1. Definition

  • set is a collection of unique elements. the word disjoin means non-overlapping – two sets are considered as disjoining if they have no element in common
  • disjoin-set contains a collection of non-overlapping sets
  • it has two method
    • find(x): return the representative element of the set that contains of x
      • if u and v are in the same set, find(u) = find(v)
    • union(u, v): merge two sets that contain u and v
      • after merging, find(v) = find(u)

2. Implementations

View the visualization of the data structure here.

  • tree is a connected graph with no cycles
  • forest is a graph with each connected-component as a tree
    A tree and a forest

Disjoin-Set is usually implemented as a forest.
The below visualizations are taken from here.

2.0 Rank

Each node will have a corresponding rank number to represent the depth from this node.

2.1 Make Set

create a forest that has 15 trees (set)
Initially, we create a forest that has n set, each set has just one element.
For example, in the above image, we created a forest with 15 sets, each with just one element.
Each node now will have the same rank: 0

2.2 Find

Initially, find(1) = 1, find(2) = 2,…

Because in this implementation, find will return the root of the tree representing a set, at first each set has just one element.

2.3 Union

Algorithm of union(u, v):

  1. root1 = find(u), root2 = find(v)
  2. if root1.rank < root2.rank:
    • hang root1 under root2: root1.parent = root2
  3. if root2.rank < root1.rank:
    • hang root2 under root1: root2.parent = root1
  4. if root2.rank == root1.rank:
    • root1.parent = root2 (or root2.parent = root1)
    • root1.rank += 1 (root2.rank += 1)

union(0,1) At first, ranks[0] = ranks[1] = 0 , they have same rank, so we can hang 0 under 1 or 1 under 0, both ways are fine.

merge 0 and 1
after merging: find(0) = find(1) = 1. ranks[0] = 0, ranks[1] = 0 + 1.

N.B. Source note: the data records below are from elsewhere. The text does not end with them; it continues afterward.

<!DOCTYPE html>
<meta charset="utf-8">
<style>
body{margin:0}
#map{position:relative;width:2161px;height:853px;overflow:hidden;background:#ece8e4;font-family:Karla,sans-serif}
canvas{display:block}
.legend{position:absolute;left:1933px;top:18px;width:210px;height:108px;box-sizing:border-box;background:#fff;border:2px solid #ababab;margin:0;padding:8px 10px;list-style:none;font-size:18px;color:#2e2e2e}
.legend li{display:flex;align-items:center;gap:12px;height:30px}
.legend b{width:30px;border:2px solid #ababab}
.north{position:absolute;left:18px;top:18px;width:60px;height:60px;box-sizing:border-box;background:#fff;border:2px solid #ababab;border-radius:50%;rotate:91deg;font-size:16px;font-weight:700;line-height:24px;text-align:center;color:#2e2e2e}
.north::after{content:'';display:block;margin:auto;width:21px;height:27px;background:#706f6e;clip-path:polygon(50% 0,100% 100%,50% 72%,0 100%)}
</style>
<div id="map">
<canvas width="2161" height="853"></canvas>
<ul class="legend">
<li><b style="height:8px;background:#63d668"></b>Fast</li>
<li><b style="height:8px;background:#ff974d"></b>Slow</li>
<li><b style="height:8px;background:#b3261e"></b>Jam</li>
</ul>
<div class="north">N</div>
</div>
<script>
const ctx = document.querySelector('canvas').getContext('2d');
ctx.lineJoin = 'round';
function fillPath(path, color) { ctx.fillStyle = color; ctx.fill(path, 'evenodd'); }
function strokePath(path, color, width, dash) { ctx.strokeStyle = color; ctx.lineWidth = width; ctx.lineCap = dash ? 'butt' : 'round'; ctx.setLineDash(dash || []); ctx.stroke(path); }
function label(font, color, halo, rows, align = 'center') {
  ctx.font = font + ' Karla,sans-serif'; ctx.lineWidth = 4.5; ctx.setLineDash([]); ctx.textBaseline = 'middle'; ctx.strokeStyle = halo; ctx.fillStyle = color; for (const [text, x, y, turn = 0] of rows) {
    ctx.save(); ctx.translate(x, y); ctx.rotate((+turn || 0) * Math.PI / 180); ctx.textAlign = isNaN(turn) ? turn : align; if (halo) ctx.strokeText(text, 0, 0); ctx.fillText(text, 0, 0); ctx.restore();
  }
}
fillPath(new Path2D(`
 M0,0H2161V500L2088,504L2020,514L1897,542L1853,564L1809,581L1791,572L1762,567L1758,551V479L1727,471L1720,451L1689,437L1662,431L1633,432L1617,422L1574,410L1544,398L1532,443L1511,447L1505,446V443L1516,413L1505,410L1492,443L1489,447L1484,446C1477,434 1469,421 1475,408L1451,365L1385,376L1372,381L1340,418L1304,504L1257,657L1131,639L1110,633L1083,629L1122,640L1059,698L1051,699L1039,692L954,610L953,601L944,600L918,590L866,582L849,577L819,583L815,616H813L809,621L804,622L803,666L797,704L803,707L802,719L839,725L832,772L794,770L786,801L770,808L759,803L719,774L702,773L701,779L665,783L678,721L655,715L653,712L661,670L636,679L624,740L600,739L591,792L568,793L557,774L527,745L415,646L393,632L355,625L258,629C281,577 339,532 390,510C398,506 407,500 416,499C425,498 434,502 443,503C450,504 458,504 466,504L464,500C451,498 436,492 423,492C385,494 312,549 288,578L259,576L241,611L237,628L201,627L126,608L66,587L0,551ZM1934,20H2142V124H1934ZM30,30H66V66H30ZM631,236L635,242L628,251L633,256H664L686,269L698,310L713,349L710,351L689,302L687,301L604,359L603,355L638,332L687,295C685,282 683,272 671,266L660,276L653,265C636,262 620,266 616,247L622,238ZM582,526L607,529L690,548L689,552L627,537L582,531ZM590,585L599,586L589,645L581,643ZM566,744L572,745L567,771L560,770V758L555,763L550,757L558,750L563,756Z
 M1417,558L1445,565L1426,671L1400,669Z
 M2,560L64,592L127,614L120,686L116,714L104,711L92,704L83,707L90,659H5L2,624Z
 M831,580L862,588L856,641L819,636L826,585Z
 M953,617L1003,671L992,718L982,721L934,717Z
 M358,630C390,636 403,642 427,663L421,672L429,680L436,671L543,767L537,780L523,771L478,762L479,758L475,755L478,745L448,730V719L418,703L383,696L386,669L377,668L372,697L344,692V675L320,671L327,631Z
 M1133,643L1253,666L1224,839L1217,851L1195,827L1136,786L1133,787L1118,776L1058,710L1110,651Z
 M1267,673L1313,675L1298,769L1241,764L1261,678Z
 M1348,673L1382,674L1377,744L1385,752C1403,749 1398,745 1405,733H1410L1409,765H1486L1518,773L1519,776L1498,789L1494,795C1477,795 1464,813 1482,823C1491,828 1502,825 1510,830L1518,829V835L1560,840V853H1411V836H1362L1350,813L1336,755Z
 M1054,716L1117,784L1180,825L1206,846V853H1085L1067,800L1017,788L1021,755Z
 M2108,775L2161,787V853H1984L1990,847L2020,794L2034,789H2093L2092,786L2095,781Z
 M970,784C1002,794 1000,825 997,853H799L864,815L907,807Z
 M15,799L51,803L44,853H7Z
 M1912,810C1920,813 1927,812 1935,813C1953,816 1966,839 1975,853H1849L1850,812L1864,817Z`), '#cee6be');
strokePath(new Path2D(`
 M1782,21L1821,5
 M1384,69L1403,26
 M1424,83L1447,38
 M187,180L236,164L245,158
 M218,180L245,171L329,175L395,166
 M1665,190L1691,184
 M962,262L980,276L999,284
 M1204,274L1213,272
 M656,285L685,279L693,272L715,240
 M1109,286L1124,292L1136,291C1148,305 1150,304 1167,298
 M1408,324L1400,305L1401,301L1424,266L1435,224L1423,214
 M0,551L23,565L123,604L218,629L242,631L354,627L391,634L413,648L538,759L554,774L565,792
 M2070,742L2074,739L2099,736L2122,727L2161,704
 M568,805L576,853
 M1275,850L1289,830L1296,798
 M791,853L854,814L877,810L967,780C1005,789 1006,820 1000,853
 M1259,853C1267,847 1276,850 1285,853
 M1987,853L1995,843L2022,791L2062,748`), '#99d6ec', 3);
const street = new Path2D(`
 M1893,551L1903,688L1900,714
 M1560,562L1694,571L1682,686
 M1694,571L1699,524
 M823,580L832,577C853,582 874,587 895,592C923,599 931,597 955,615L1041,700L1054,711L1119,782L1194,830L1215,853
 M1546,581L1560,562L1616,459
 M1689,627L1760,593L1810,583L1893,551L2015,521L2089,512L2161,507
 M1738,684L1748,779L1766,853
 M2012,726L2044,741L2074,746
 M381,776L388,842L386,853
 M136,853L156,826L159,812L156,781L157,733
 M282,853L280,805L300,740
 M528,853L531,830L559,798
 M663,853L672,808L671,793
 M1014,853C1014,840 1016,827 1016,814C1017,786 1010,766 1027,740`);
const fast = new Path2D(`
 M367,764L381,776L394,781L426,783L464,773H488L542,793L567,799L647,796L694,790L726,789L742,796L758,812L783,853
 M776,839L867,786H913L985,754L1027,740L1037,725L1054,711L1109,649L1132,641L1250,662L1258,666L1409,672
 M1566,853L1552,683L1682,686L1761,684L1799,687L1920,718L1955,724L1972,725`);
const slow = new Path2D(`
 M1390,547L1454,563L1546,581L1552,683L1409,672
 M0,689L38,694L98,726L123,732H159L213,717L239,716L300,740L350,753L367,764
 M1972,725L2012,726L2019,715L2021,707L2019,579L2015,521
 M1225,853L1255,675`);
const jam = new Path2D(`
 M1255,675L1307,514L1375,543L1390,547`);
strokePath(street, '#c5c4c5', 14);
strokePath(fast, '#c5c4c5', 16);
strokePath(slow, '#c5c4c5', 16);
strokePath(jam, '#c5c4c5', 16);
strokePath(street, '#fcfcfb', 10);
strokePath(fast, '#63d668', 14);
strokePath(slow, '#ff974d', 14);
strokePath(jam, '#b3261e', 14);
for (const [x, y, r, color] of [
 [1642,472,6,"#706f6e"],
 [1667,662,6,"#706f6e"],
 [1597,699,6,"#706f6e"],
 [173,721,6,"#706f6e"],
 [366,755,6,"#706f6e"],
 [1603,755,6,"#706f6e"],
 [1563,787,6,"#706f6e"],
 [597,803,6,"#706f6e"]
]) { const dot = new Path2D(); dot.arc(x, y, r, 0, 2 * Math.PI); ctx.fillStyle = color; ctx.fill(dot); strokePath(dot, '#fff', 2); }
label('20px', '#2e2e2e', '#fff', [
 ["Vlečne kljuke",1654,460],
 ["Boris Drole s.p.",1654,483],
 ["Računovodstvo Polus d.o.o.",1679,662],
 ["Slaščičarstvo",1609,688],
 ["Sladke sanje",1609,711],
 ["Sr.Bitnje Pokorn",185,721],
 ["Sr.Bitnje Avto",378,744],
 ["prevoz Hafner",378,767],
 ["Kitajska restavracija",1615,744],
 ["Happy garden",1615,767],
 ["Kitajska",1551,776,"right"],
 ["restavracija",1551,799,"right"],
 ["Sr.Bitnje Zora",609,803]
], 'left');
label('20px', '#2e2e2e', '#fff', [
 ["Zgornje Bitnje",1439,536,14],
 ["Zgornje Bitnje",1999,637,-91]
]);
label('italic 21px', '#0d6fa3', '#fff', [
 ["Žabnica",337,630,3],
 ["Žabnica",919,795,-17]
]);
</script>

union(2,0) find(2) = 2, find(0) = 1. ranks[1] = 1, ranks[2] = 0. rank of 2 is smaller than rank of 1, we will hang 2 under 1.

merge 2 and 0
After merging: find(0) = find(2) = find(1) = 1. ranks[0] = ranks[2] = 0, ranks[1] = 1.

union(3,4) find(3) = 3, find(4) = 4. ranks[3] = 0, ranks[4] = 0. we can hang 3 under 4 or 4 under 3, both ways are fine.

merge 3 and 4
after merging, find(3) = find(4) = 4. rank(3) = 0, rank(4) = 0 + 1.

union(2,3) find(2) = 1, find(3) = 4. ranks[1] = 1, ranks[4] = 1. we can either hang 4 under 1 or 1 under 4.

union(2,3)
after merging, find(0) = find(2) = find(3) = 0, find(4) = 1, find(1) = 1 + 1.

This is an implementation in go.

3. Minimum spanning tree

minimum spanning tree (MST) or minimum weight spanning tree is a subset of the edges of a connected, edge-weighted undirected graph that connects all the vertices together, without any cycles and with the minimum possible total edge weight.[1] That is, it is a spanning tree whose sum of edge weights is as small as possible.[2] More generally, any edge-weighted undirected graph (not necessarily connected) has a minimum spanning forest, which is a union of the minimum spanning trees for its connected components.

-Wikipedia

MST

For example, if we want to find MST of the graph on the above image, here is the algorithm:

  1. n is the number of edges, and v is the number of nodes.
  2. Init a Disjoin set with v sets corresponding with v nodes of the graph. In other words, if we have 10 nodes, we will have 10 sets in the Disjoin set.
    • Our target is to merge these v sets into just one single set representing that all nodes are connected.
  3. Sort the edges in the graph in accessing order of weight. You probably can use a priority queue for this purpose, so you can always get the shortest edge first, and then the longer ones.
  4. iterates through every edge in the priority queue:
    • call e1 and e2 are two nodes that make up the edge
    • if find(e1) == find(e2), it means both node e1 and node e2 are connected already, so we won’t need this edge
      • skips this edge
    • if find(e1) != find(e2), e1 and e2 now are in the different set, in other words, they are not connected.
      • union(e1, e2)
    • we can early stop the algorithm by checking if all v nodes are connected.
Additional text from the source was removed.